What needs to be done:
Answer with nothing but the number of lines in the listing below that contain "function".

Given records:
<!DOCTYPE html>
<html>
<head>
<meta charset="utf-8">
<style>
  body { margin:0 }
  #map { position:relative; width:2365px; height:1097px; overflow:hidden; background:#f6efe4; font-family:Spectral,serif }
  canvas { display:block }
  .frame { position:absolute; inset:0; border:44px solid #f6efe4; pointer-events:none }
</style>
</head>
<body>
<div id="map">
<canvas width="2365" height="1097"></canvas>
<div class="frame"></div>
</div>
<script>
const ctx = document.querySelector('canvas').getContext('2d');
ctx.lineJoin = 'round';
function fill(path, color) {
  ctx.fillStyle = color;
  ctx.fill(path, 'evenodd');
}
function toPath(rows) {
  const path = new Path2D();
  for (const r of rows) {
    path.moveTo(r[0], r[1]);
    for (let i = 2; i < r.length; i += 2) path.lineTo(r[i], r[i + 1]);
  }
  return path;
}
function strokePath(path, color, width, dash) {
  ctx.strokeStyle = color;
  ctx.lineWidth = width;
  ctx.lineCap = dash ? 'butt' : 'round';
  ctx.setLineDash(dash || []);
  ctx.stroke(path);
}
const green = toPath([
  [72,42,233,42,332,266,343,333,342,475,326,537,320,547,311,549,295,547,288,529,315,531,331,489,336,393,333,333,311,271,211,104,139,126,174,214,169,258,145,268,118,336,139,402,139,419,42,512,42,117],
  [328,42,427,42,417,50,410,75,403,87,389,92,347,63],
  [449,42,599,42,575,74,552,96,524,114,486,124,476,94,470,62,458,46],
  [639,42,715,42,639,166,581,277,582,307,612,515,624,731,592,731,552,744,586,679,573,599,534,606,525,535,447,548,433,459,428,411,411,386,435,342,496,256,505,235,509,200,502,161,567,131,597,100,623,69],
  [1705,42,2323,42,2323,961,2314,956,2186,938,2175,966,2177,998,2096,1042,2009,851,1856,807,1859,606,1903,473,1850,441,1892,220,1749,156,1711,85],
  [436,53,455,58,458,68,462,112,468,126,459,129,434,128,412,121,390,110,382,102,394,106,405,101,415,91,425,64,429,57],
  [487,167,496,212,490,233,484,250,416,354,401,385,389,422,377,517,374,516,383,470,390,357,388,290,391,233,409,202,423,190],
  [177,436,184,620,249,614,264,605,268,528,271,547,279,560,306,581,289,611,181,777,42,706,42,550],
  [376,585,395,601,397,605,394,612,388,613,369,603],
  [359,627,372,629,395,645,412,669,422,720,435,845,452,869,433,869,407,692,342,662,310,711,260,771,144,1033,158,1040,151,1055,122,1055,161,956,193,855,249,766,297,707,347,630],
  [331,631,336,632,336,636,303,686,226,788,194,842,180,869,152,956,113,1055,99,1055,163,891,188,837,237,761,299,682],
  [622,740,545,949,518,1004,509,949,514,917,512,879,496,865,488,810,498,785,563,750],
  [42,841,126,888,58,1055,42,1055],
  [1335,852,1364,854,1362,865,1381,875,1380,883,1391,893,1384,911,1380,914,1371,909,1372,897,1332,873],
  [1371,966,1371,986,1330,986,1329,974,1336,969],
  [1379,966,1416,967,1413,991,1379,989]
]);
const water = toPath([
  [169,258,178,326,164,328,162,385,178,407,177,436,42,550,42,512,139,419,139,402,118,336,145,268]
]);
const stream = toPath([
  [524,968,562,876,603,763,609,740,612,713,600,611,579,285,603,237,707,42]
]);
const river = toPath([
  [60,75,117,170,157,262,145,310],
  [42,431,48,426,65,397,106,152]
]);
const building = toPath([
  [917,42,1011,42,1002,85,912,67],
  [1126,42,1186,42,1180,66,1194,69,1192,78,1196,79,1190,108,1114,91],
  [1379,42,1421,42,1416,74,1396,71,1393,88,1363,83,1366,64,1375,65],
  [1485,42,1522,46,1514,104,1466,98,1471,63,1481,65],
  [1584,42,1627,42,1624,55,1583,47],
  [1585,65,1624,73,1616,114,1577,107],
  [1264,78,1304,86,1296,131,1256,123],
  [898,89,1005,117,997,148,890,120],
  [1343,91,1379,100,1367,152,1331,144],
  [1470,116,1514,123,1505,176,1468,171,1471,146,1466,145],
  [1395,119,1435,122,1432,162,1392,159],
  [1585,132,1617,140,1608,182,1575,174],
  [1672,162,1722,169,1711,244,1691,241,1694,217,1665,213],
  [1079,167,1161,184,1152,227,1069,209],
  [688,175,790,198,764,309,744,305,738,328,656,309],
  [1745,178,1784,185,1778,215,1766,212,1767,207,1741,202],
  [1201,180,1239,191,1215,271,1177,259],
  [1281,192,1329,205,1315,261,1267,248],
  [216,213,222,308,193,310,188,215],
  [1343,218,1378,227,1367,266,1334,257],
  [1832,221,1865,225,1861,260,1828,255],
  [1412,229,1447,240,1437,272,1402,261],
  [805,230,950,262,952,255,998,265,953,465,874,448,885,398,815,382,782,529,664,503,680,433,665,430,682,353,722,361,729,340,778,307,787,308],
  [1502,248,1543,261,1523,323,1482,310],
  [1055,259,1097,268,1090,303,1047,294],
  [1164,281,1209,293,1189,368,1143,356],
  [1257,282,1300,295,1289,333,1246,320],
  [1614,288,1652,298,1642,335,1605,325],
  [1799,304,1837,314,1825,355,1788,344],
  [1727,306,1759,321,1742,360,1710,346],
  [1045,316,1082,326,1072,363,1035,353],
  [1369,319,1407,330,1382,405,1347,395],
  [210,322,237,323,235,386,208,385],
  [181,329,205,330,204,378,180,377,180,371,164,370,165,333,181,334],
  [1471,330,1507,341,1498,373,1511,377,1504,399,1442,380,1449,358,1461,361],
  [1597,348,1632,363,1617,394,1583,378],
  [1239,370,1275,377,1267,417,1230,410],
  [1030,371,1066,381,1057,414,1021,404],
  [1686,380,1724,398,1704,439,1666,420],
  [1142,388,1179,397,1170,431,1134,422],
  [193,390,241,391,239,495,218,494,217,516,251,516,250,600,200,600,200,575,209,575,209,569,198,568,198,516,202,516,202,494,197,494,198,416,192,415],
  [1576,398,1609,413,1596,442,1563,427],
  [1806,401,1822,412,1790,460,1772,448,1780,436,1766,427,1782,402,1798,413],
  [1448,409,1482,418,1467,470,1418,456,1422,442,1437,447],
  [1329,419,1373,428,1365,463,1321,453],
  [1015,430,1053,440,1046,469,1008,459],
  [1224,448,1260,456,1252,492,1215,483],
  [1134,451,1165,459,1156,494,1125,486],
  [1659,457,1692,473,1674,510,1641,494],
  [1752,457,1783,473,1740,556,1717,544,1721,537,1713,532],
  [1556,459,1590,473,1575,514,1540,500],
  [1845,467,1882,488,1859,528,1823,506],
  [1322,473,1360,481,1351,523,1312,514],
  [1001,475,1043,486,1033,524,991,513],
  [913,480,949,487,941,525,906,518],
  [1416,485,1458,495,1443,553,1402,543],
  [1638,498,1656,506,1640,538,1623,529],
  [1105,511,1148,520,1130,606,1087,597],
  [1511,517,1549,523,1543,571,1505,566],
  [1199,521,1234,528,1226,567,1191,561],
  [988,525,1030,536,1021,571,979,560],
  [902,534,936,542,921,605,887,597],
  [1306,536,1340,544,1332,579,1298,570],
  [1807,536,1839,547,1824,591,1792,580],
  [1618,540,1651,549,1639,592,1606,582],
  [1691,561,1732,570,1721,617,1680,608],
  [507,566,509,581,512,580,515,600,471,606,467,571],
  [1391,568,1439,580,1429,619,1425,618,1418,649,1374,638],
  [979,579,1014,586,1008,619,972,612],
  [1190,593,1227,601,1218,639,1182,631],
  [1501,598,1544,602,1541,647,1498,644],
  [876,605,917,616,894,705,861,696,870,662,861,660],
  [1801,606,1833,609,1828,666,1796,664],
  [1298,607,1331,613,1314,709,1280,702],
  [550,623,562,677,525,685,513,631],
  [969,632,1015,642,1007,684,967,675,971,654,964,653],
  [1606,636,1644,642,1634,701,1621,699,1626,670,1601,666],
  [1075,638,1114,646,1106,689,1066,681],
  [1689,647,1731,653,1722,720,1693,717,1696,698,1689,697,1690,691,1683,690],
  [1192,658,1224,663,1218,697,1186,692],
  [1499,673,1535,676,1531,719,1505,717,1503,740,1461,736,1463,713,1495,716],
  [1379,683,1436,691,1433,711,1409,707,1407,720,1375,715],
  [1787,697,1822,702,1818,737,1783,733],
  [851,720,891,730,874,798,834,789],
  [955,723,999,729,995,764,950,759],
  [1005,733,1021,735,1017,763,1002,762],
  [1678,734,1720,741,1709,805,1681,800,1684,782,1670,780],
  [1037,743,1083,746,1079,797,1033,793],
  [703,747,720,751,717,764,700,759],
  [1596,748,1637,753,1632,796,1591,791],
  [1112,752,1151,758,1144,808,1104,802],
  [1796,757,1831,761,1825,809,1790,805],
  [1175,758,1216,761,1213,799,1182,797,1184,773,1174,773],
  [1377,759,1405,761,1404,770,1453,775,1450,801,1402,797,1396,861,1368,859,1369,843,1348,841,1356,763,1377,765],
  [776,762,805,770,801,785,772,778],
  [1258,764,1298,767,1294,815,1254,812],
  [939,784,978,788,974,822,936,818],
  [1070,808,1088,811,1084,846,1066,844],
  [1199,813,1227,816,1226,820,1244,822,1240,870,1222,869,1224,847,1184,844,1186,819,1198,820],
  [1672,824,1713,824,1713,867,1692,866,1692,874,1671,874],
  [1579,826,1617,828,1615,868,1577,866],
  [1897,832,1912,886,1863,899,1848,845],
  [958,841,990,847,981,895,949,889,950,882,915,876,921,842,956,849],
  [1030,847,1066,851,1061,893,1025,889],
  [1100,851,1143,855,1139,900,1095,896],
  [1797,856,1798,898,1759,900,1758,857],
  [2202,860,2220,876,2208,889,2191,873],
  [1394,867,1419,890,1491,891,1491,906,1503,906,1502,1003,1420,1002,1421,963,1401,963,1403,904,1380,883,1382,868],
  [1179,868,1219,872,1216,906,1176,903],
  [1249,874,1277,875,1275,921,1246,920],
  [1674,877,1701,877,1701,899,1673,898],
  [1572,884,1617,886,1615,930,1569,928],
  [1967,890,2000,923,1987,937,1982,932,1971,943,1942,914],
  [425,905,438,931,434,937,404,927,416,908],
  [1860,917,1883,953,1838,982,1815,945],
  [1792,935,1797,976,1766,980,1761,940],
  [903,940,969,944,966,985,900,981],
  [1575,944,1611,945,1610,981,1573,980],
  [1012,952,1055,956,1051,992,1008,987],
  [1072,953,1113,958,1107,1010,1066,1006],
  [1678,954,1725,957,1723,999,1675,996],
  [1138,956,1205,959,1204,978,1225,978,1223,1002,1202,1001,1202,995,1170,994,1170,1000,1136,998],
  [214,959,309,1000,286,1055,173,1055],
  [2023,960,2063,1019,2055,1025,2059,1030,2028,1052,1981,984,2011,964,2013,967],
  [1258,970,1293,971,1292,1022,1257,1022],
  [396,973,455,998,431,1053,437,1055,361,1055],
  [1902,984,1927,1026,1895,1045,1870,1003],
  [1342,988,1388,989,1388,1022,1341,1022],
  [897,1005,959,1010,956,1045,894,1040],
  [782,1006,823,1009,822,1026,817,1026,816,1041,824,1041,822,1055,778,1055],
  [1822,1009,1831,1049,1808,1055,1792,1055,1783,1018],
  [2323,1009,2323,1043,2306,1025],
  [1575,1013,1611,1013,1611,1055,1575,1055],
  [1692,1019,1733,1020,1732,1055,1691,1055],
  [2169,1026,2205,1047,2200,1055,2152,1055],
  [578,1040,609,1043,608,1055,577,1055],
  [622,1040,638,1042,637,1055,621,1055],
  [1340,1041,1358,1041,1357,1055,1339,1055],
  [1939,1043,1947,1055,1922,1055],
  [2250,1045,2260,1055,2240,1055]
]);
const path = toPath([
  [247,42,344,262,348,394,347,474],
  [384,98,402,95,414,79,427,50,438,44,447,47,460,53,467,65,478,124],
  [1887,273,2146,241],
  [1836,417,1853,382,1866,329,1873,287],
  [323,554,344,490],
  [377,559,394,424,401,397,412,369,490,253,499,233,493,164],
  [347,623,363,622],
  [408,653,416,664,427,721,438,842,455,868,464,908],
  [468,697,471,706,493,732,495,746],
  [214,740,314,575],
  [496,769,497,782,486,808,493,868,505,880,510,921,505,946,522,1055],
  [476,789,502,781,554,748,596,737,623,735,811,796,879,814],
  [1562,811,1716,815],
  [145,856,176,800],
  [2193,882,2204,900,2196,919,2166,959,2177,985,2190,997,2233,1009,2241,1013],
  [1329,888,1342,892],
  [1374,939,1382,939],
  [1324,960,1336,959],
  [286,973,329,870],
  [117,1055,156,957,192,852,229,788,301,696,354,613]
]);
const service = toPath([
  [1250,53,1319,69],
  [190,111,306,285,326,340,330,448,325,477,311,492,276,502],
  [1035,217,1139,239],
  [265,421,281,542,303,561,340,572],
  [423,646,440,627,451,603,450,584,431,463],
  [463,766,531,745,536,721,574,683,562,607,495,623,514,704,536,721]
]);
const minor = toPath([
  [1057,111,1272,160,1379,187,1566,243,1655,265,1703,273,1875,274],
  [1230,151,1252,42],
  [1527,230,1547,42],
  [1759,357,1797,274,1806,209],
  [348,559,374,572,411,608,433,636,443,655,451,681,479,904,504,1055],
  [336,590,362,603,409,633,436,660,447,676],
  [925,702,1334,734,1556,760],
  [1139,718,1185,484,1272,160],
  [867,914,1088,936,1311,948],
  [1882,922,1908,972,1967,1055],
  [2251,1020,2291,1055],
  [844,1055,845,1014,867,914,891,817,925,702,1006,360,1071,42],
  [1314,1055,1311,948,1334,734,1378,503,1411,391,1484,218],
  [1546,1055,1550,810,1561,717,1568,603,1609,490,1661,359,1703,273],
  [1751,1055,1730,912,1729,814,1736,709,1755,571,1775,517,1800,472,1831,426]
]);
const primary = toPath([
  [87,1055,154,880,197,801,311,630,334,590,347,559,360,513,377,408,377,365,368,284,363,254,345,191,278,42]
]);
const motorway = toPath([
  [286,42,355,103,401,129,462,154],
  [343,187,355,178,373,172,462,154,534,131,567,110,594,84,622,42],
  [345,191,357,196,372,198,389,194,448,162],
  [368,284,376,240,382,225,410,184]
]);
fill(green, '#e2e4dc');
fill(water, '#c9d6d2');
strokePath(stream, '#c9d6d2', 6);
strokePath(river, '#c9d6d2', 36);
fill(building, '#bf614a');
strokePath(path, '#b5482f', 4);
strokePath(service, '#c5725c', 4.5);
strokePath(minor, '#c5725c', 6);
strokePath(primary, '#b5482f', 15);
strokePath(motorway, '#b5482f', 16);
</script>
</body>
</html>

Output of the task:
3